> **Data provided**:
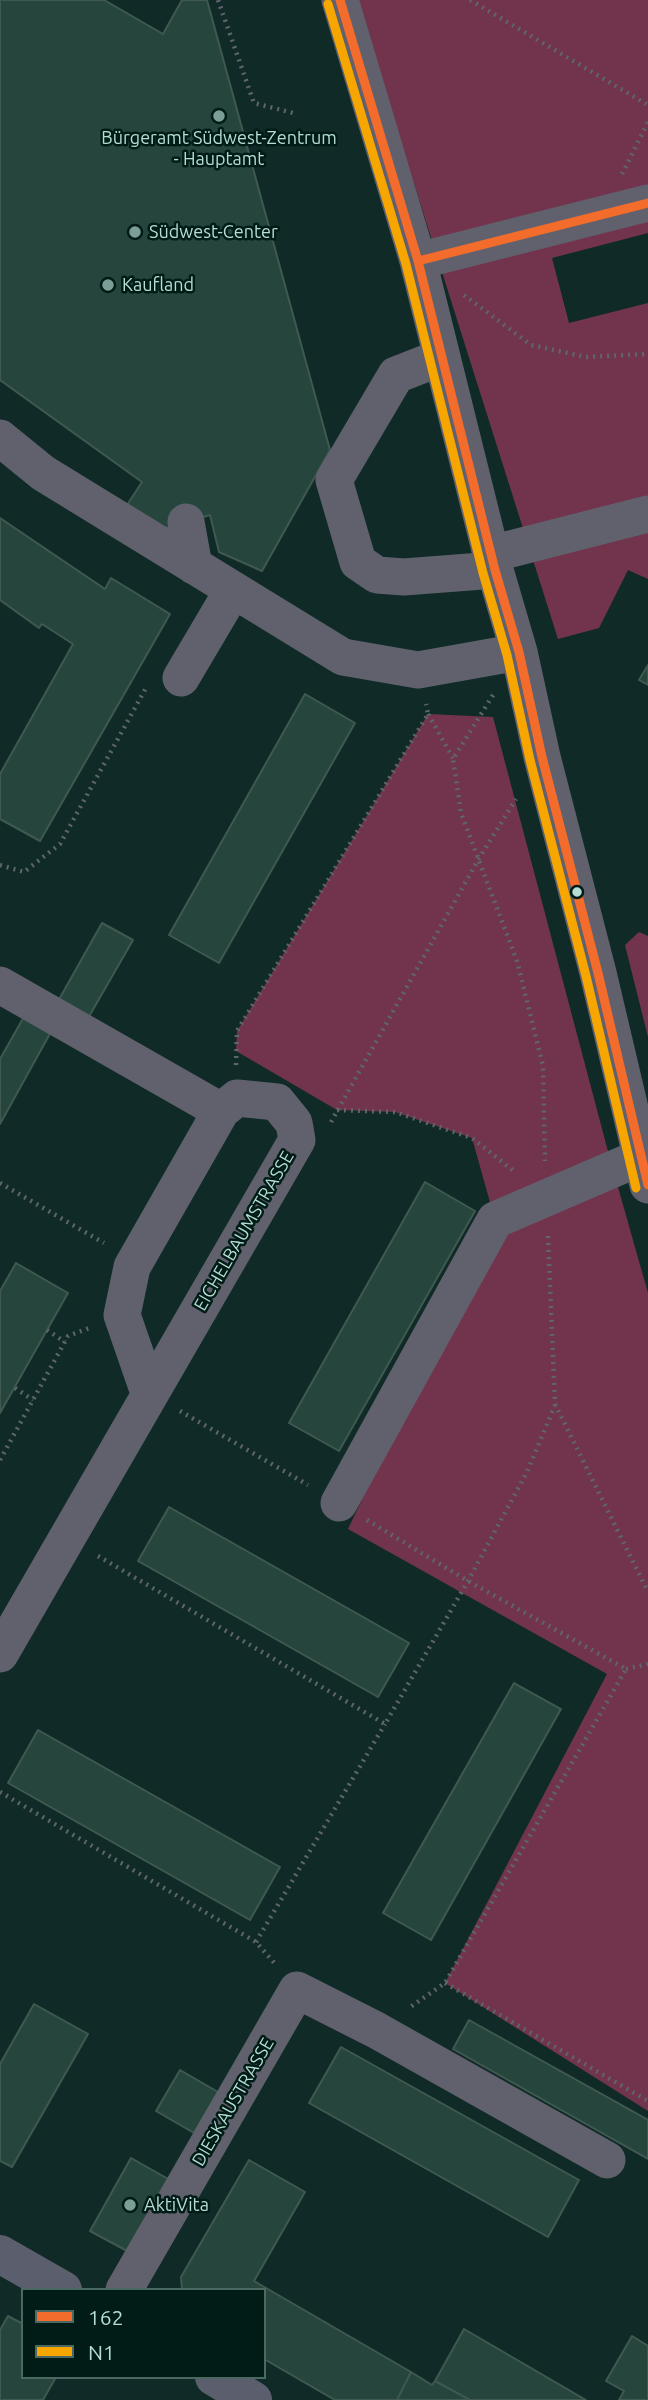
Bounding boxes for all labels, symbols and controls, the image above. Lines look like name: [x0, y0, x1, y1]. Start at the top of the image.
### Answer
marker: Bürgeramt Südwest-Zentrum - Hauptamt: [211, 108, 227, 124]
place label: Bürgeramt Südwest-Zentrum - Hauptamt: [101, 127, 337, 170]
place label: Südwest-Center: [149, 221, 278, 243]
marker: Südwest-Center: [127, 224, 143, 240]
place label: Kaufland: [122, 274, 194, 296]
marker: Kaufland: [100, 277, 116, 293]
unlabelled marker: [570, 885, 584, 899]
street label: EICHELBAUMSTRASSE: [189, 1147, 299, 1315]
street label: DIESKAUSTRASSE: [188, 2034, 278, 2170]
place label: AktiVita: [144, 2194, 209, 2216]
marker: AktiVita: [122, 2197, 138, 2213]
legend: [21, 2288, 266, 2379]
text: 162: [88, 2305, 124, 2329]
text: N1: [88, 2340, 115, 2364]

> **Task description**: Leaving out only the pictures, reproduce the listing exactly.

> **Task solution**:
Bounding boxes for all labels, symbols and controls, the image above. Lines look like name: [x0, y0, x1, y1]. Start at the top of the image.
### Answer
marker: Bürgeramt Südwest-Zentrum - Hauptamt: [211, 108, 227, 124]
place label: Bürgeramt Südwest-Zentrum - Hauptamt: [101, 127, 337, 170]
place label: Südwest-Center: [149, 221, 278, 243]
marker: Südwest-Center: [127, 224, 143, 240]
place label: Kaufland: [122, 274, 194, 296]
marker: Kaufland: [100, 277, 116, 293]
unlabelled marker: [570, 885, 584, 899]
street label: EICHELBAUMSTRASSE: [189, 1147, 299, 1315]
street label: DIESKAUSTRASSE: [188, 2034, 278, 2170]
place label: AktiVita: [144, 2194, 209, 2216]
marker: AktiVita: [122, 2197, 138, 2213]
legend: [21, 2288, 266, 2379]
text: 162: [88, 2305, 124, 2329]
text: N1: [88, 2340, 115, 2364]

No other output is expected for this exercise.